[Task]:
Across all the entries, how many lines hold "linecap"? Answer with that number and nothing else.

[Stored data]:

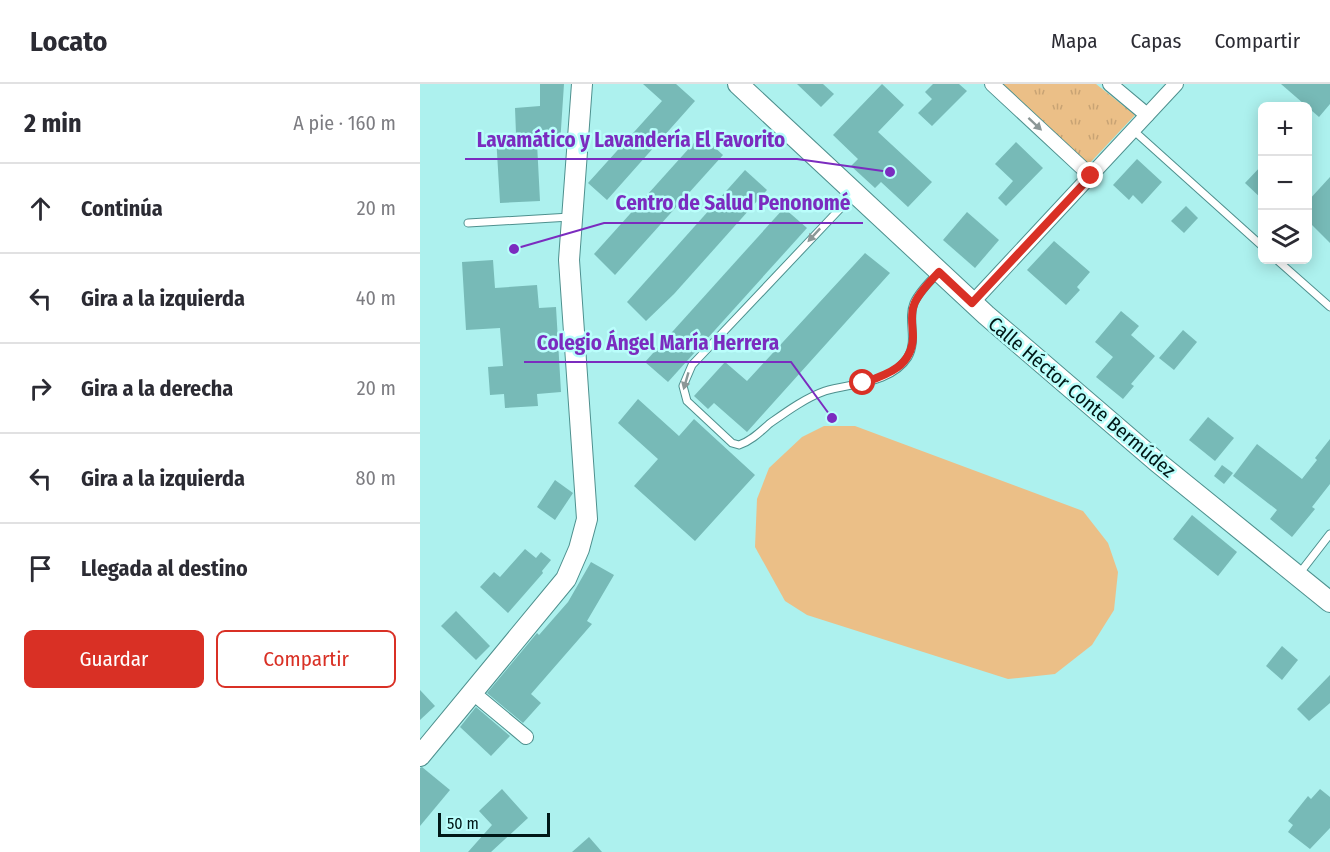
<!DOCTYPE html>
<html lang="es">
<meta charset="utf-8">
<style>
body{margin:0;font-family:"Fira Sans Condensed",sans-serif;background:#f7f7f7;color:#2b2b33}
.controls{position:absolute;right:18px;top:18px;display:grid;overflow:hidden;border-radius:9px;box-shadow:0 3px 15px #0003}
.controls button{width:54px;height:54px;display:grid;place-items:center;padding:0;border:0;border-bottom:2px solid #e1e1e2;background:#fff;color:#2b2b33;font:30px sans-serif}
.scale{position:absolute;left:18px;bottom:15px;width:112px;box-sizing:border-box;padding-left:6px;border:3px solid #001817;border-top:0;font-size:16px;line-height:21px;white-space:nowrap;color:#001817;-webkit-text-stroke:4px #bafefb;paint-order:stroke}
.stop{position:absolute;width:18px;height:18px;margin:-14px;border:4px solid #d93025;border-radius:50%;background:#fff}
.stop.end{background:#d93025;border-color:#fff;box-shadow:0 2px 6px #0008}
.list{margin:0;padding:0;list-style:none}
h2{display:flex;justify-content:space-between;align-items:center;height:78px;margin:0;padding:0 24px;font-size:26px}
h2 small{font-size:20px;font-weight:400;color:#7c7c81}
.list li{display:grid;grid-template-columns:39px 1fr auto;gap:18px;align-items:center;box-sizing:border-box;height:90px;padding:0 24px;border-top:2px solid #e1e1e2}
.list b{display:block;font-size:22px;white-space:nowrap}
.list em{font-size:20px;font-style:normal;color:#7c7c81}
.actions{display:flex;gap:12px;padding:18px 24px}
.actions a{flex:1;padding:14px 0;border:2px solid #d93025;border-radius:9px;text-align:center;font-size:21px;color:#d93025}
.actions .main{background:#d93025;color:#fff}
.icon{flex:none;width:33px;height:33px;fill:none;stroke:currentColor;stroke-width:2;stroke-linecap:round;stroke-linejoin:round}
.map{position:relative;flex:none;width:910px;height:768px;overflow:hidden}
header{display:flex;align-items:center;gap:36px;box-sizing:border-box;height:84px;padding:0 30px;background:#fff;border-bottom:2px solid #e1e1e2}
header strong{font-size:28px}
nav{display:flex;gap:33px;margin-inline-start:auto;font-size:21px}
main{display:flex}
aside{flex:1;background:#fff}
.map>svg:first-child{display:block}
.grass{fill:#ebbf87}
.park{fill:url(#park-tufts)}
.building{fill:#77bab7}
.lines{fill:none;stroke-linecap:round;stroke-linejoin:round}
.lane-casing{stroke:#4e908e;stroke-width:9}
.street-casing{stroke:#4e908e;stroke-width:16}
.secondary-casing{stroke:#4e908e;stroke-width:22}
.lane{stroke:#fff;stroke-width:7}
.street{stroke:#fff;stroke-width:14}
.secondary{stroke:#fff;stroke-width:20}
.oneway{fill:#8c9797}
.route{stroke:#d93025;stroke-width:8}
.labels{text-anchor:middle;stroke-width:5;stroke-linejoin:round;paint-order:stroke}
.street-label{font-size:20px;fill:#001817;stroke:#bafefb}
.leader{fill:none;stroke:#7b2cbf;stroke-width:2}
.callout-dot{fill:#7b2cbf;stroke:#bafefb;stroke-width:2}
.callout-label{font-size:21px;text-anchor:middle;font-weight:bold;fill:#7b2cbf;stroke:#bafefb;stroke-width:5;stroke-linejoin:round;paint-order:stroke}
</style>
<header>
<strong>Locato</strong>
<nav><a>Mapa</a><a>Capas</a><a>Compartir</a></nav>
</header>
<main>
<aside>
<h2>2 min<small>A pie · 160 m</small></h2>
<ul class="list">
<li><svg class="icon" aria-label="ahead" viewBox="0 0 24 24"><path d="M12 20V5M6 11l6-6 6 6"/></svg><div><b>Continúa</b></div><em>20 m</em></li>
<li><svg class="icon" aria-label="left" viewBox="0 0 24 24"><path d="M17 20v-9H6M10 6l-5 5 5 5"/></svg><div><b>Gira a la izquierda</b></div><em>40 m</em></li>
<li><svg class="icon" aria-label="right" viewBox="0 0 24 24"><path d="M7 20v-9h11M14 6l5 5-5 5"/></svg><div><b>Gira a la derecha</b></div><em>20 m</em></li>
<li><svg class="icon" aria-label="left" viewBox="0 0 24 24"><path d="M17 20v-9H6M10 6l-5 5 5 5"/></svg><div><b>Gira a la izquierda</b></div><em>80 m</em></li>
<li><svg class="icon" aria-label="arrive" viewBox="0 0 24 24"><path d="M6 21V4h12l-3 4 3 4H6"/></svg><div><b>Llegada al destino</b></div></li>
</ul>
<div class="actions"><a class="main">Guardar</a><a>Compartir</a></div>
</aside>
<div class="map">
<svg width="910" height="768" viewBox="0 0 910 768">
<defs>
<pattern id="park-tufts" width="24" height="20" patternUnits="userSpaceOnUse" patternTransform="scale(1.5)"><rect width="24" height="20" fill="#ebbf87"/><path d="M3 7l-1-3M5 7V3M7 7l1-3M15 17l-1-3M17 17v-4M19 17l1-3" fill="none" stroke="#c8a374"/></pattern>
</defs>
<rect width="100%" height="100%" fill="#adf1ee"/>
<path class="grass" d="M 404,342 L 435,342 L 663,427 L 688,459 L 698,488 L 694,526 L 672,561 L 635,590 L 588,595 L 387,531 L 365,517 L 335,463 L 337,415 L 349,384 L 382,353 Z"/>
<path class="park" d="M 580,0 L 676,0 L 715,31 L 668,81 Z"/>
<g class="building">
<path d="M 120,0 L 144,0 L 140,60 L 117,59 L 120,117 L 80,119 L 76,52 L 96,50 L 95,24 L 120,22 Z"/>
<path d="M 223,0 L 256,0 L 275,17 L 187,116 L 168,99 L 242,17 Z"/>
<path d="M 377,0 L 403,0 L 414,10 L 401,23 Z"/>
<path d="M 462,0 L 484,21 L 458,48 L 512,98 L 488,123 L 461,98 L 455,104 L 431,82 L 438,75 L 413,51 Z"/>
<path d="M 513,0 L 539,0 L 547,7 L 512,42 L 498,29 L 512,15 L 505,8 Z"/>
<path d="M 861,0 L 910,0 L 910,20 L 899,33 Z"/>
<path d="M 281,51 L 303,71 L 195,191 L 174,170 Z"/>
<path d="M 596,58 L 623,84 L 586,122 L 578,114 L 593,97 L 575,80 Z"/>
<path d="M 717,75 L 742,98 L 722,120 L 713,111 L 709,116 L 693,101 Z"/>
<path d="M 843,80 L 843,116 L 825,99 Z"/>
<path d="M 325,86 L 347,106 L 254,210 L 226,237 L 207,218 Z"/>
<path d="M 910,93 L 910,159 L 888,137 L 888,117 Z"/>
<path d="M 766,122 L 778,134 L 764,149 L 751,137 Z"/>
<path d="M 364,124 L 387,144 L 248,298 L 225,278 Z"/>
<path d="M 547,128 L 579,156 L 555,184 L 523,156 Z"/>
<path d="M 634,157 L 670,188 L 657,203 L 660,206 L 646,221 L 607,186 Z"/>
<path d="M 445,169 L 470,189 L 327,348 L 294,319 L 288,325 L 274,312 L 305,278 L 327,297 Z"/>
<path d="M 73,176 L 75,204 L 117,201 L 119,224 L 136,223 L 141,308 L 117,310 L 118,322 L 85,324 L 84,310 L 70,311 L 68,283 L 83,282 L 80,244 L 46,246 L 42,178 Z"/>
<path d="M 701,227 L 719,242 L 711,251 L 735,272 L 711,300 L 714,302 L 703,315 L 676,293 L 693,273 L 675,258 Z"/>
<path d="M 763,246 L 777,258 L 754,286 L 739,274 Z"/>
<path d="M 218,315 L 259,352 L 274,335 L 335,391 L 275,457 L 214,402 L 238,375 L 198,339 Z"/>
<path d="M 788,333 L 814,354 L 795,377 L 769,356 Z"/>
<path d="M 910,355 L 910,400 L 892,423 L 895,425 L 872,453 L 850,435 L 857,426 L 813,392 L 837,360 L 882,395 L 897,376 L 895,374 Z"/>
<path d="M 802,381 L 813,389 L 804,400 L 794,392 Z"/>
<path d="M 135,396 L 153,409 L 135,436 L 117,423 Z"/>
<path d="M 772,431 L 817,468 L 798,492 L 753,455 Z"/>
<path d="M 105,465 L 116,474 L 121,468 L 131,476 L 122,487 L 123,489 L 88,529 L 60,503 L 74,488 L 80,493 Z"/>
<path d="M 171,478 L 194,491 L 167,537 L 172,540 L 111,610 L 121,619 L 103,639 L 67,609 L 117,549 L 119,551 L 148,518 Z"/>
<path d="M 36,527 L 70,562 L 56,576 L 21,542 Z"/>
<path d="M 862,562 L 878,576 L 862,596 L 846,582 Z"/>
<path d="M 910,591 L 910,619 L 889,637 L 877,625 Z"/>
<path d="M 0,606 L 15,622 L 0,636 Z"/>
<path d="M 56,623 L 90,652 L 71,672 L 40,643 Z"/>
<path d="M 2,683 L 30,706 L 0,742 L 0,684 Z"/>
<path d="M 82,705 L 108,734 L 71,768 L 48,768 L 72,741 L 59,727 Z"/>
<path d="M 900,705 L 910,713 L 910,744 L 890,765 L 868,748 L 873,741 L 868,737 L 888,712 L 891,715 Z"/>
<path d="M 169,753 L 182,768 L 152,768 Z"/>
</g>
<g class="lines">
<defs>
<g id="lane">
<path d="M 713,46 L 842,162"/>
<path d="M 433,111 L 272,281 L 263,302 L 267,317 L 312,359 L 319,361 C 331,357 340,348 349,340 C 366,328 385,314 405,307 C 431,299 471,300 488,273 C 498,256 487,236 494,219 C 499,208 509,198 517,190"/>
<path d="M 48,139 L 150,133"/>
<path d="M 857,176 L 910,223"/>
<path d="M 879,490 L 910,450"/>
</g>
<g id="street">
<path d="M 572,0 L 671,92"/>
<path d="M 690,0 L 727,31"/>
<path d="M 552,219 L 756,0"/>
<path d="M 52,608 L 106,653"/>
</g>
<g id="secondary">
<path d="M 318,0 L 566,231 L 736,377 L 910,518"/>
<path d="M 0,672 L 146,495 L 159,465 L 167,435 L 149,176 L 162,0"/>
</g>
</defs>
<use href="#lane" class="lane-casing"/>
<use href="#street" class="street-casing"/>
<use href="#secondary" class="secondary-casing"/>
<use href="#lane" class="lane"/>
<use href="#street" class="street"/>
<use href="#secondary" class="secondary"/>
</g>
<defs><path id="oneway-solid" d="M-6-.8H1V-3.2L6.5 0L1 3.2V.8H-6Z" transform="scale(1.5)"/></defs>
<g class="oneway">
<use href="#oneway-solid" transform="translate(615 40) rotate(43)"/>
<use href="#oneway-solid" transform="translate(394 151) rotate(133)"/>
<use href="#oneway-solid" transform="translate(266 297) rotate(106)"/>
</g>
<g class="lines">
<path class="route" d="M 443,299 C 466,291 492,283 493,253 C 493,243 490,231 494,221 C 498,209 511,197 519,188 L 552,219 L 671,92"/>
</g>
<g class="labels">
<g class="street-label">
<text transform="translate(662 313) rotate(40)" y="7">Calle Héctor Conte Bermúdez</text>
</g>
</g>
<path class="leader" d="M470 88L377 75H45M94 165L184 139H443M412 334L371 278H104"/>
<g class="callout-dot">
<circle cx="470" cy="88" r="6"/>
<circle cx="94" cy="165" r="6"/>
<circle cx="412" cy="334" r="6"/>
</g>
<g class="callout-label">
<text x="211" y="63">Lavamático y Lavandería El Favorito</text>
<text x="313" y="126">Centro de Salud Penonomé</text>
<text x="238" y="266">Colegio Ángel María Herrera</text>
</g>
</svg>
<div class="controls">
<button>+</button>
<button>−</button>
<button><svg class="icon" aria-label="layers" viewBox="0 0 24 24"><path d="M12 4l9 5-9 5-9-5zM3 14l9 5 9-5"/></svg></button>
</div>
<div class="scale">50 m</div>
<div class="stop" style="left:443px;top:299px"></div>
<div class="stop end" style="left:671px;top:92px"></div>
</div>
</main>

[Solution to this task]:
2